Em uma resposta descrita como 'surpreendente' pelos parlamentares, a BBC rejeitou o pedido com o fundamento de que a alternativa sugerida era 'pejorativa'. Disse que precisava preservar sua 'imparcialidade', embora o ministro do gabinete, Chris Grayling, mais tarde sugerisse que a necessidade de ser imparcial com os extremistas era semelhante a ser imparcial com os nazistas.
Em vez disso, a BBC disse que 'redobraria' seus esforços para usar ressalvas como o 'grupo do Estado Islâmico' para 'distingui-lo de um estado real reconhecido'.
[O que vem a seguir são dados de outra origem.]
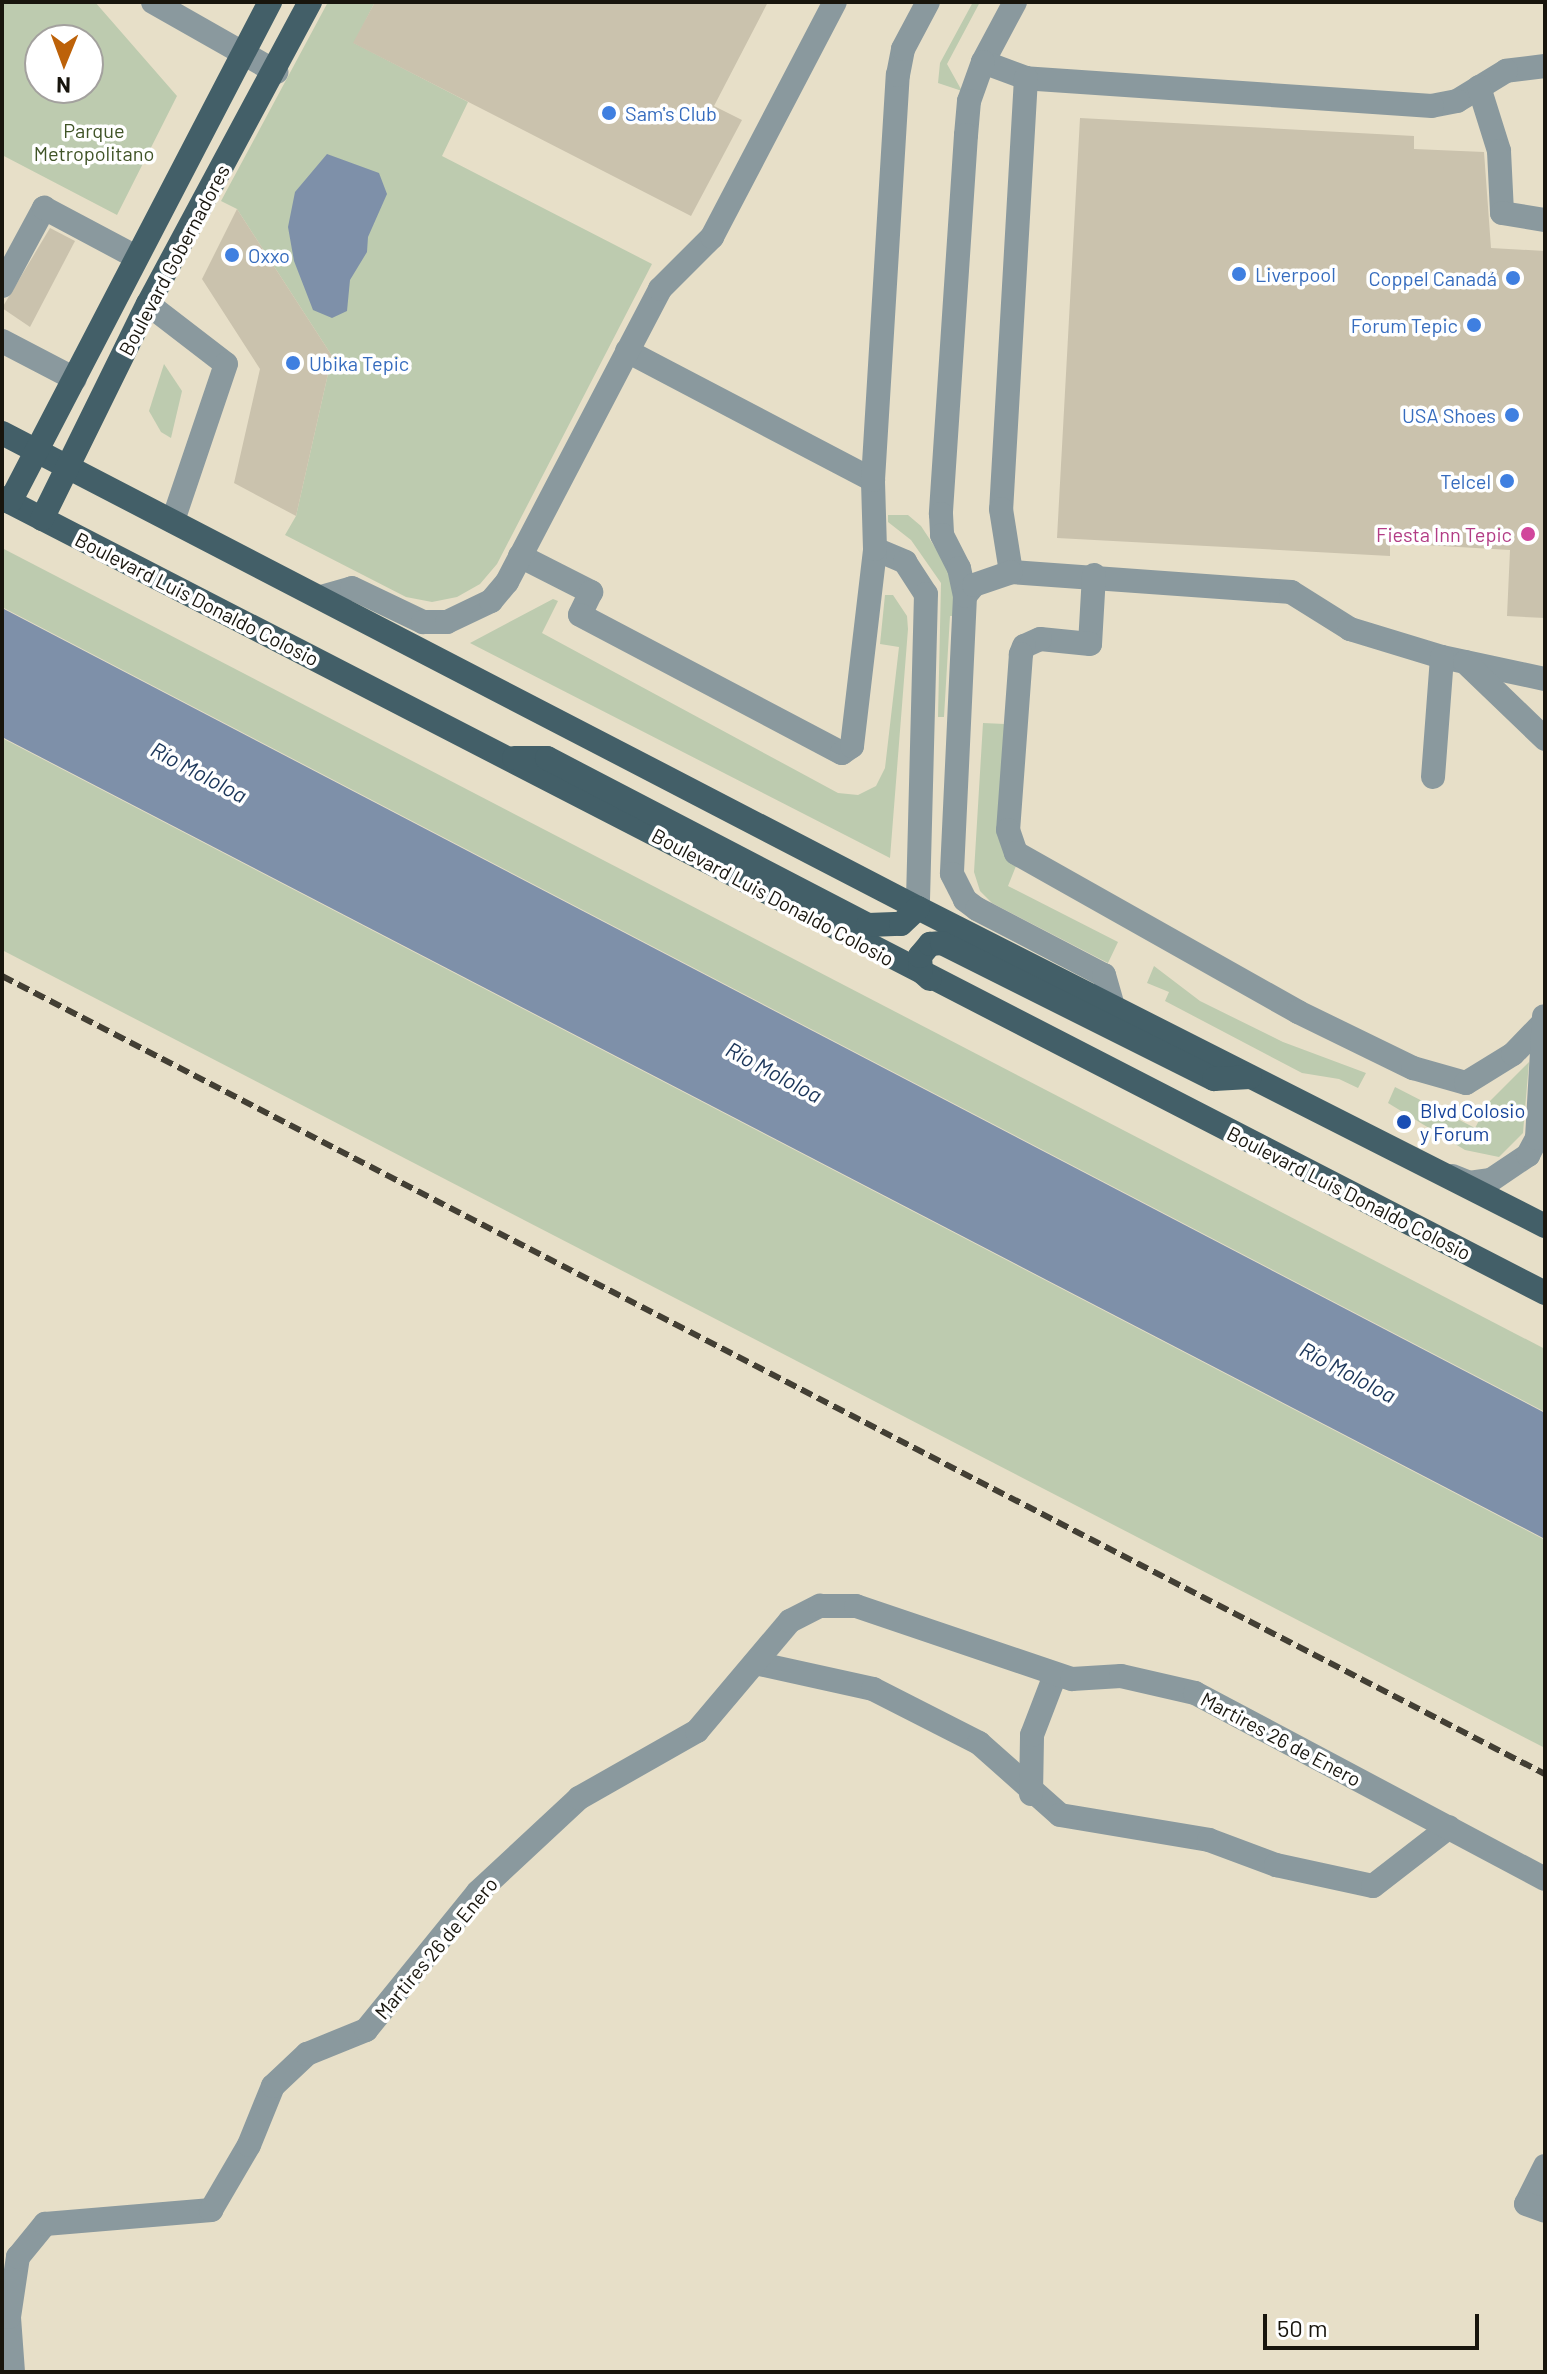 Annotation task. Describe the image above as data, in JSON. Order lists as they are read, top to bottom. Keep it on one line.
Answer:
{"streets":{"main road":["Boulevard Gobernadores","Boulevard Luis Donaldo Colosio"],"street":["Martires 26 de Enero"]},"crossings":[["Boulevard Gobernadores","Boulevard Luis Donaldo Colosio"]],"water":["Río Mololoa"],"parks":["Parque Metropolitano"],"places":["Sam's Club","Oxxo","Liverpool","Coppel Canadá","Forum Tepic","Ubika Tepic","USA Shoes","Telcel","Fiesta Inn Tepic","Blvd Colosio y Forum"],"scale_bar":"50 m","north":"bottom"} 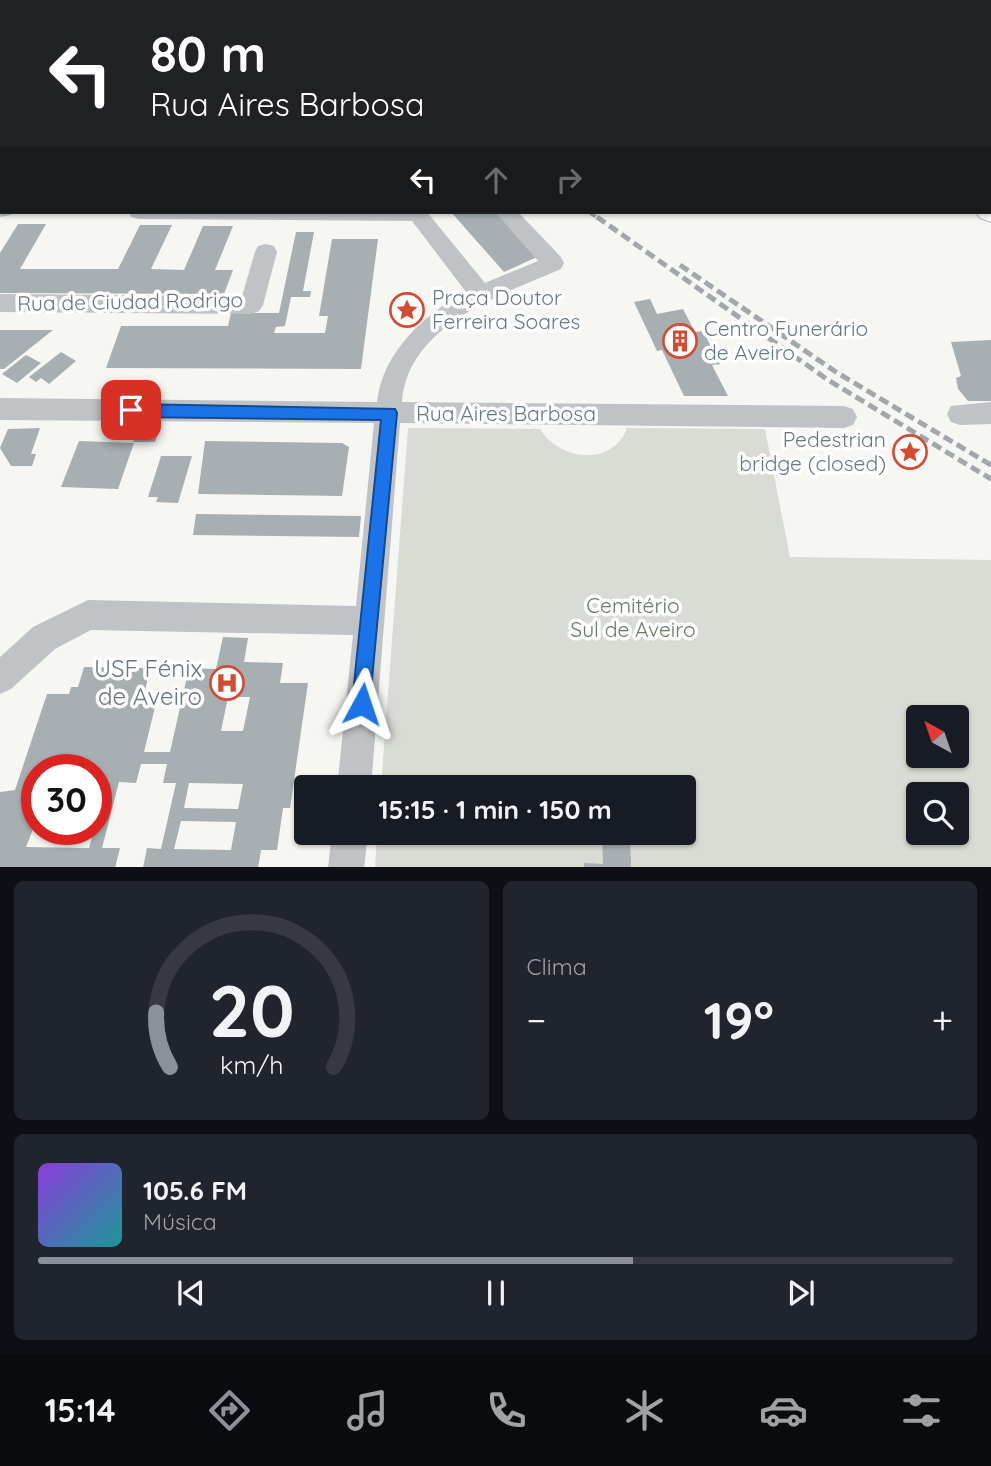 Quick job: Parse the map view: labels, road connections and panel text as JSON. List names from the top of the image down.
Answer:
{
  "streets": {
    "street": ["Rua de Ciudad Rodrigo", "Rua Aires Barbosa"]
  },
  "parks": ["Cemitério Sul de Aveiro"],
  "places": {
    "place": ["Praça Doutor Ferreira Soares", "Pedestrian bridge (closed)"],
    "building": ["Centro Funerário de Aveiro"],
    "hospital": ["USF Fénix de Aveiro"]
  },
  "north": "top left",
  "page": {
    "turn": ["80 m", "Rua Aires Barbosa"],
    "limit": "30",
    "trip": "15:15 · 1 min · 150 m",
    "tile": "Clima",
    "heat": ["−", "19°", "+"],
    "song": ["105.6 FM", "Música"],
    "tabs": "15:14",
    "gauge": ["20", "km/h"]
  }
} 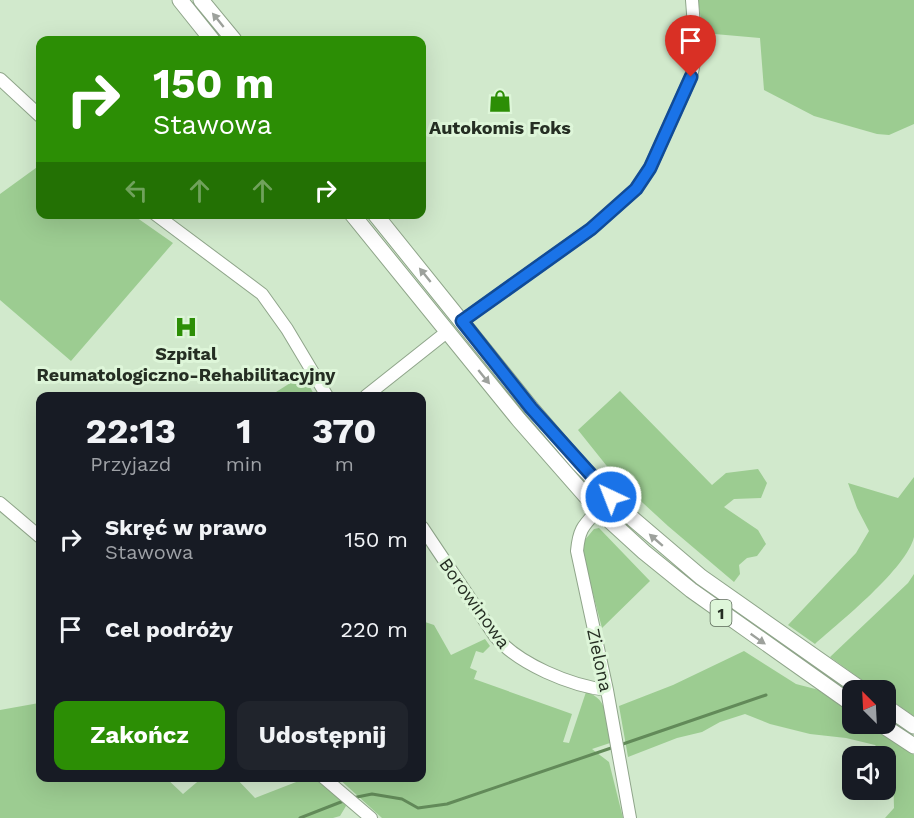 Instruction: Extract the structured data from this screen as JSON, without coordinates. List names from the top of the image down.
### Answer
{
  "streets": {
    "main road": ["1"],
    "street": ["Borowinowa", "Zielona"]
  },
  "crossings": [
    ["Borowinowa", "Zielona"],
    ["1", "Zielona"]
  ],
  "places": {
    "shop": ["Autokomis Foks"],
    "hospital": ["Szpital Reumatologiczno-Rehabilitacyjny"]
  },
  "north": "top left",
  "page": {
    "turn": ["150 m", "Stawowa"],
    "eta": [
      "22:13",
      "Przyjazd",
      "1",
      "min",
      "370",
      "m"
    ],
    "list": [
      {
        "name": "Skręć w prawo",
        "note": "Stawowa",
        "value": "150 m"
      },
      {
        "name": "Cel podróży",
        "value": "220 m"
      }
    ],
    "buttons": ["Zakończ", "Udostępnij"]
  }
} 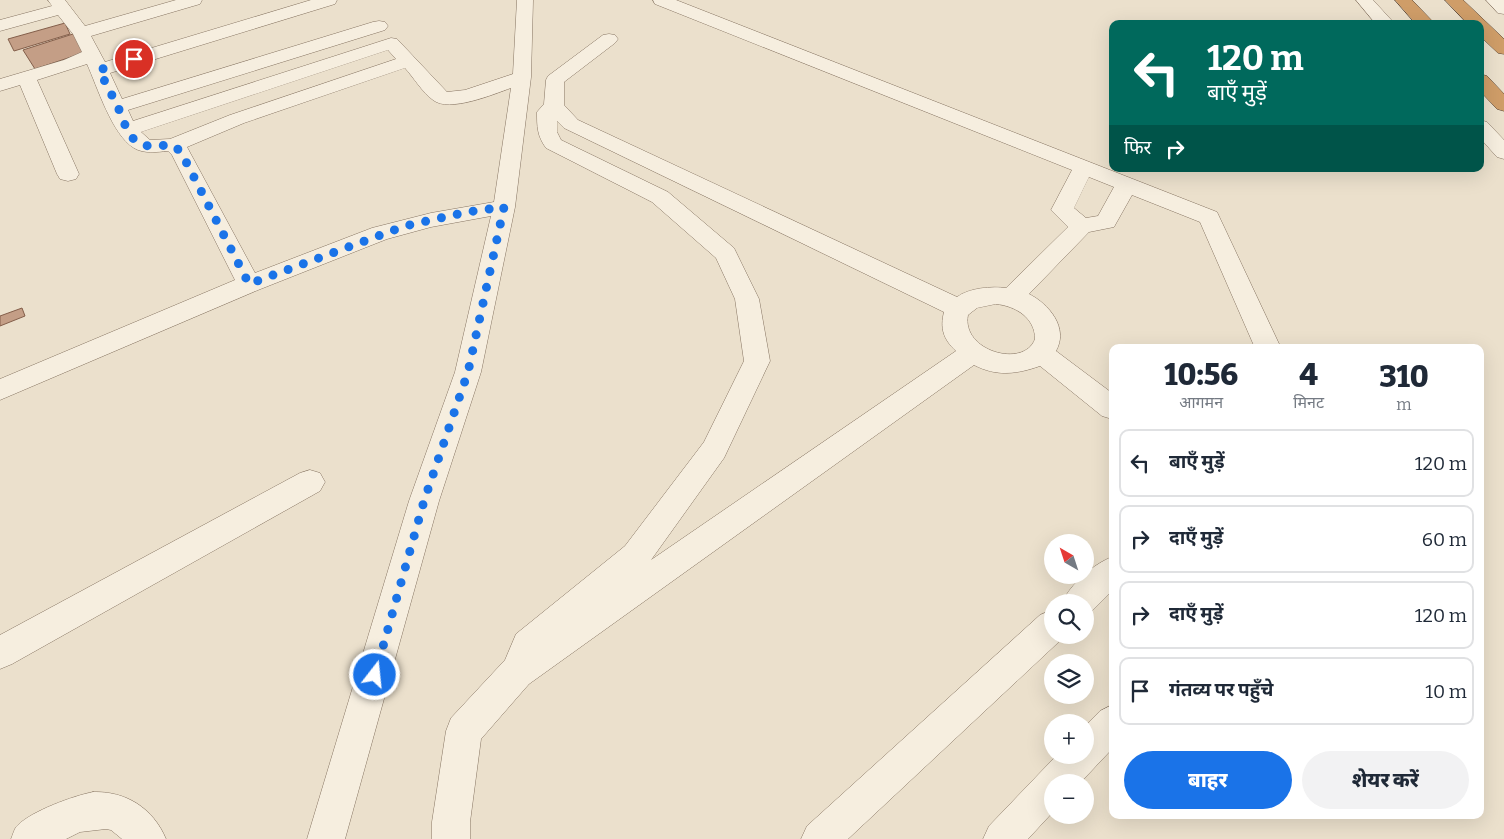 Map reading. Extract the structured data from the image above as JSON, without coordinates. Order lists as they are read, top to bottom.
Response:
{
  "north": "top left",
  "page": {
    "turn": ["120 m", "बाएँ मुड़ें"],
    "then": "फिर",
    "eta": [
      "10:56",
      "आगमन",
      "4",
      "मिनट",
      "310",
      "m"
    ],
    "list": [
      {
        "name": "बाएँ मुड़ें",
        "value": "120 m"
      },
      {
        "name": "दाएँ मुड़ें",
        "value": "60 m"
      },
      {
        "name": "दाएँ मुड़ें",
        "value": "120 m"
      },
      {
        "name": "गंतव्य पर पहुँचे",
        "value": "10 m"
      }
    ],
    "map_buttons": ["+", "−"],
    "buttons": ["बाहर", "शेयर करें"]
  }
}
Tirando o Islã do Estado Islâmico
Escrevendo no Islâmico mensal , Arsalan Iftikhar sugeriu anteriormente que chamemos os militantes de 'Estado Não Islâmico', já que os 'chamados muçulmanos' que afirmam matar em nome do Islã estão 'de fato, contaminando completamente sua essência'. Iftikhar diz que não há “nada de islâmico em decapitar jornalistas estrangeiros, visar indiscriminadamente as minorias religiosas e incutir terror desenfreado na população civil em geral”. O presidente dos Estados Unidos, Barack Obama, também tem sido reticente em chamar os extremistas de 'islâmicos', insistindo que 'não estamos em guerra com o Islã - estamos em guerra com pessoas que perverteram o Islã'.
Mas escrevendo em O espectador , Rod Liddle insiste que você não pode tirar o Islã do Estado Islâmico. “A questão é que eles se autodenominam Estado Islâmico: esse é o nome deles”, diz Liddle. 'Você pode protestar o quanto quiser, mas essa é geralmente a abordagem que adotamos ao longo dos anos no jornalismo: dê a algo seu nome próprio, não algo que gostaríamos que fosse chamado porque o nome próprio ofende nossa sensibilidade.'
Fingir que Ísis não é muçulmana será 'contraproducente', acrescenta Liddle, apontando que 'não faz sentido' para Cameron implorar simultaneamente às comunidades muçulmanas para erradicar os extremistas, ao mesmo tempo que insiste que os extremistas não têm nada a ver com Islamismo.
Outros sugerem que a questão da semântica não é a principal prioridade quando um grupo de militantes assassinos está tirando vidas em todo o mundo. Como John Crace em O guardião aponta, 'o menor dos problemas em lidar com Ísis é decidir como chamá-la'.